### Task item:
All of the data should be reproduced word for word, though its pictures must be omitted.

[Collected data entries]
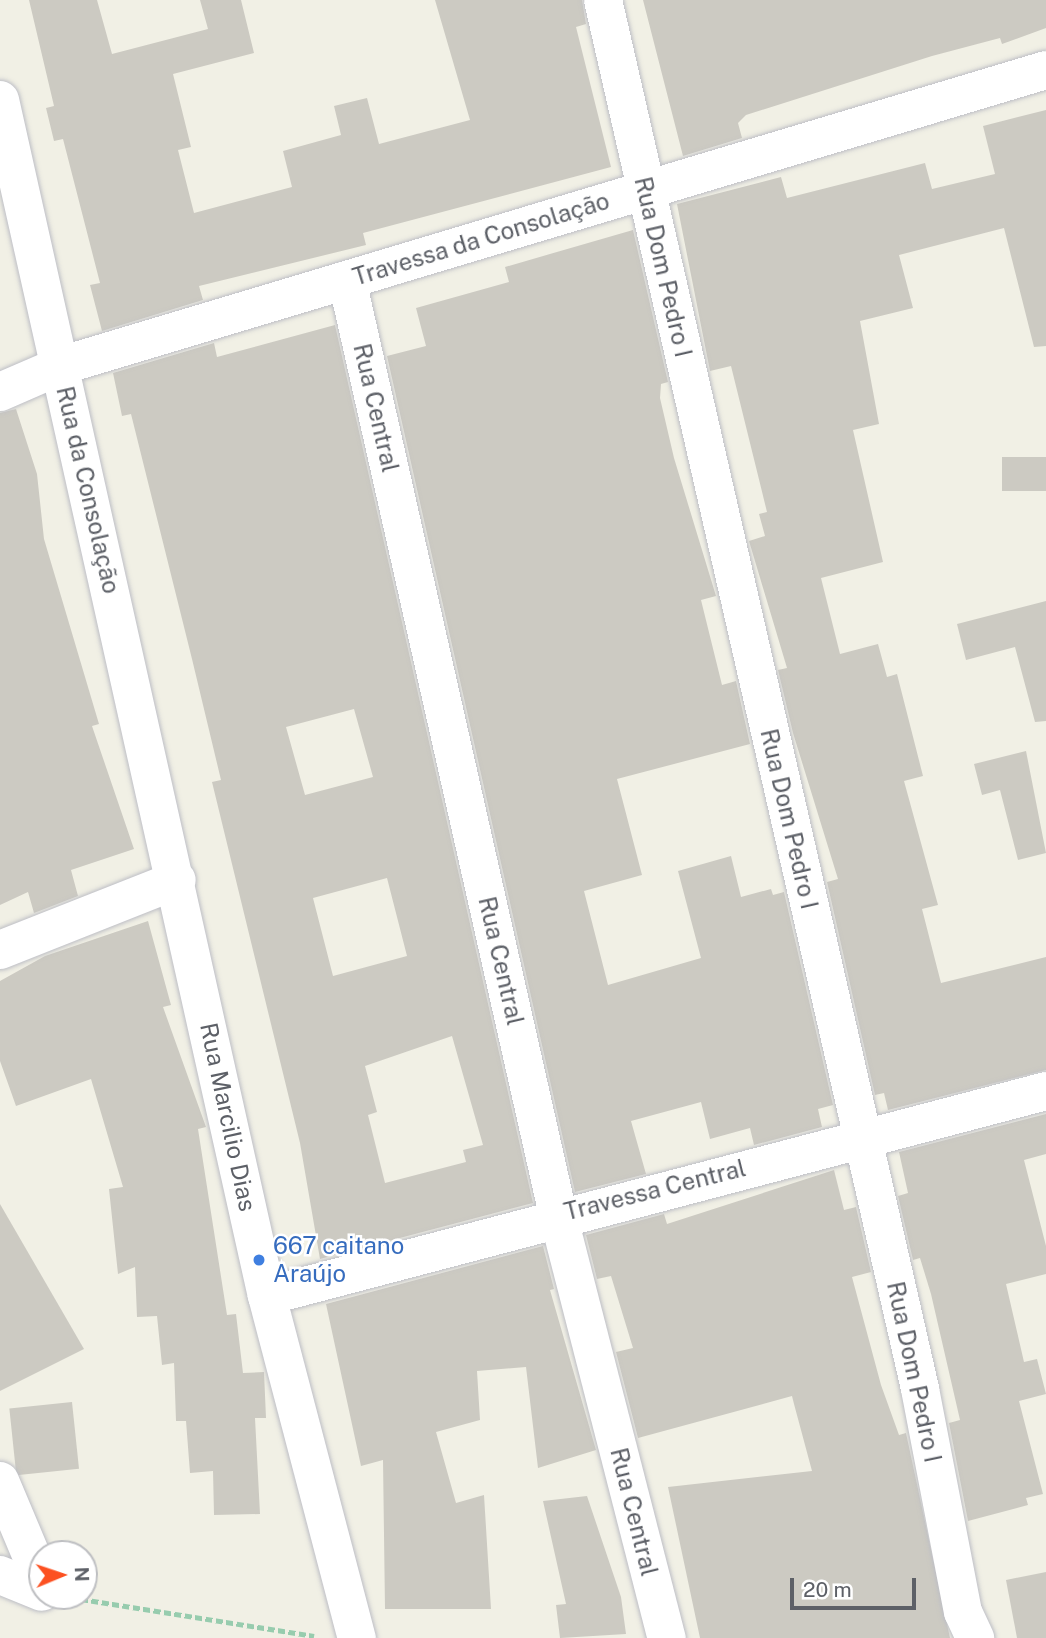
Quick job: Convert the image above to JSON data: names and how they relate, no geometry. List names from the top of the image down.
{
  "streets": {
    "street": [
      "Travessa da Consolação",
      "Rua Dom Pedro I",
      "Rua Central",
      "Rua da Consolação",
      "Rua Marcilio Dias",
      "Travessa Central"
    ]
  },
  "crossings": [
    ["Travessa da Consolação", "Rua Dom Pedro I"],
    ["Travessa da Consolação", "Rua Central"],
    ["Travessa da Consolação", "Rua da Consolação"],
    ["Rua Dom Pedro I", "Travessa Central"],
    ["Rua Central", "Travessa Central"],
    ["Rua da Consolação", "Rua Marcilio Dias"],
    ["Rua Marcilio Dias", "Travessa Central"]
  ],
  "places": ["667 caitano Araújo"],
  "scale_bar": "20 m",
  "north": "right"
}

### Response area:
Quick job: Convert the image above to JSON data: names and how they relate, no geometry. List names from the top of the image down.
{
  "streets": {
    "street": [
      "Travessa da Consolação",
      "Rua Dom Pedro I",
      "Rua Central",
      "Rua da Consolação",
      "Rua Marcilio Dias",
      "Travessa Central"
    ]
  },
  "crossings": [
    ["Travessa da Consolação", "Rua Dom Pedro I"],
    ["Travessa da Consolação", "Rua Central"],
    ["Travessa da Consolação", "Rua da Consolação"],
    ["Rua Dom Pedro I", "Travessa Central"],
    ["Rua Central", "Travessa Central"],
    ["Rua da Consolação", "Rua Marcilio Dias"],
    ["Rua Marcilio Dias", "Travessa Central"]
  ],
  "places": ["667 caitano Araújo"],
  "scale_bar": "20 m",
  "north": "right"
}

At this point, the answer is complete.